- _TASK OBJECTIVE_:
From the first line to the last, write out the records exactly, leaving out images.

(Dataset items)
──────────

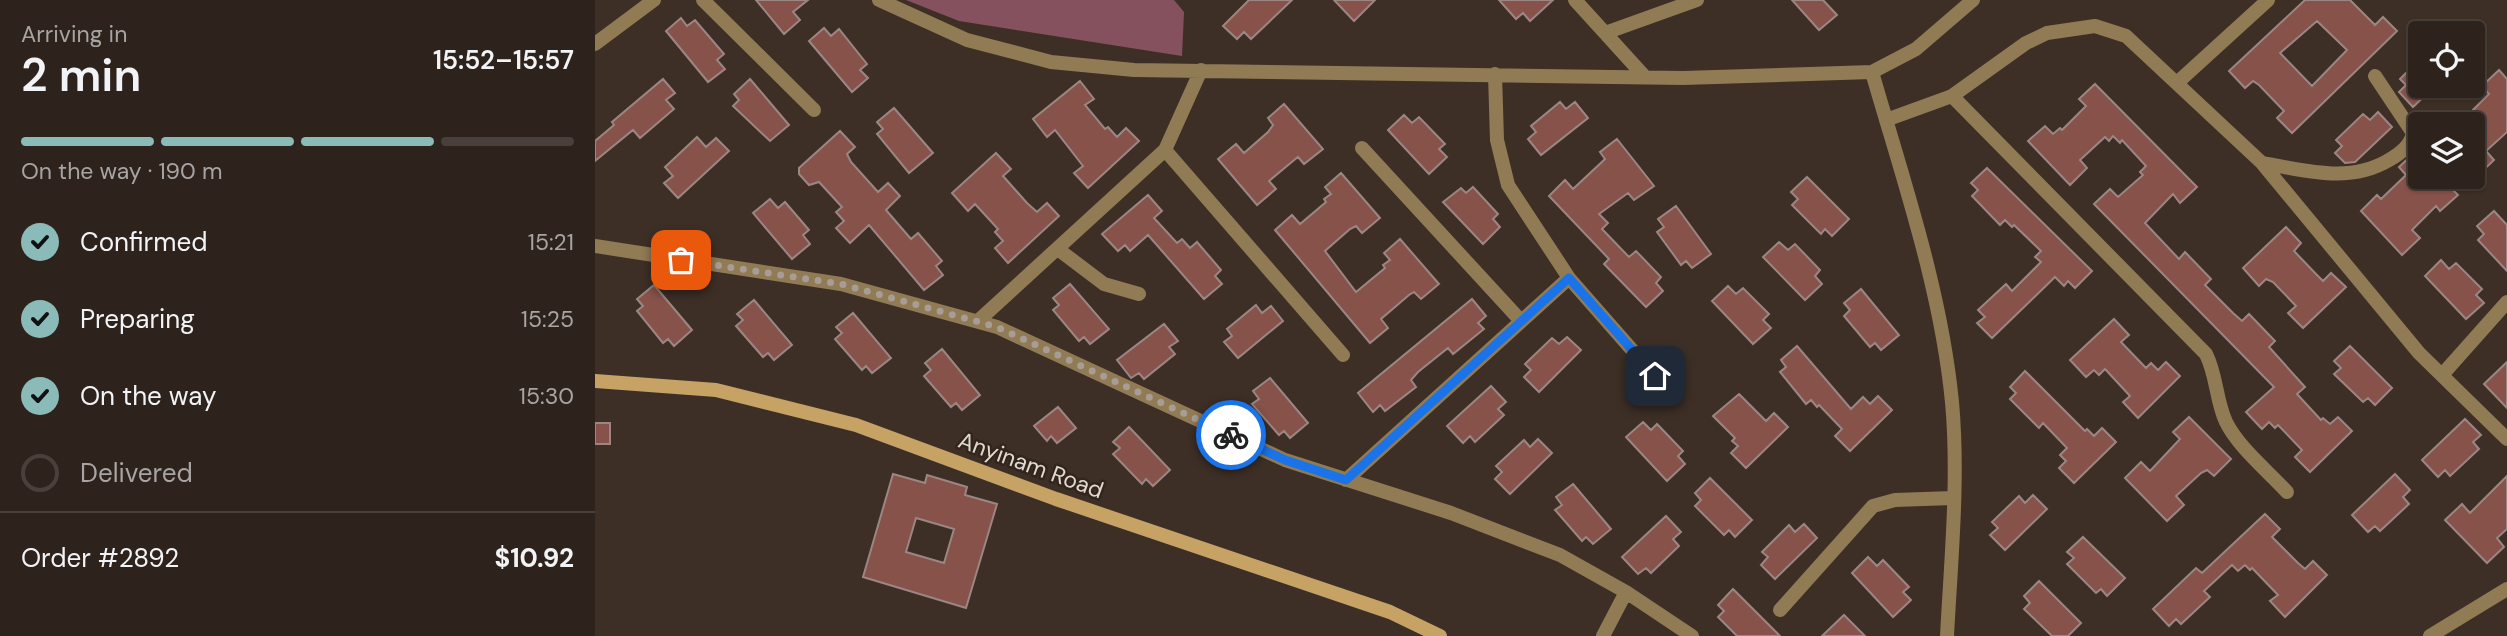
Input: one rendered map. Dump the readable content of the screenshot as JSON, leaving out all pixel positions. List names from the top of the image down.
{
  "streets": {
    "street": ["Anyinam Road"]
  },
  "page": {
    "heading": ["2 min", "Arriving in", "15:52–15:57"],
    "panel": ["Order #2892", "$10.92"],
    "bar": "On the way · 190 m",
    "list": [
      ["Confirmed", "15:21"],
      ["Preparing", "15:25"],
      ["On the way", "15:30"],
      "Delivered"
    ]
  }
}
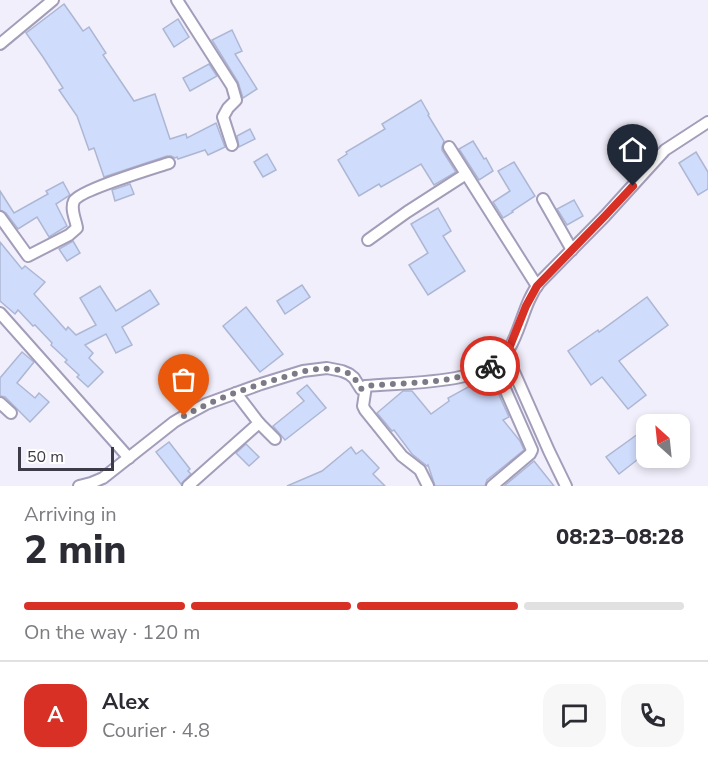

──────────

- _EXERCISE RESULT_:
Input: one rendered map. Dump the readable content of the screenshot as JSON, leaving out all pixel positions. List names from the top of the image down.
{
  "streets": {
    "street": ["Anyinam Road"]
  },
  "page": {
    "heading": ["2 min", "Arriving in", "15:52–15:57"],
    "panel": ["Order #2892", "$10.92"],
    "bar": "On the way · 190 m",
    "list": [
      ["Confirmed", "15:21"],
      ["Preparing", "15:25"],
      ["On the way", "15:30"],
      "Delivered"
    ]
  }
}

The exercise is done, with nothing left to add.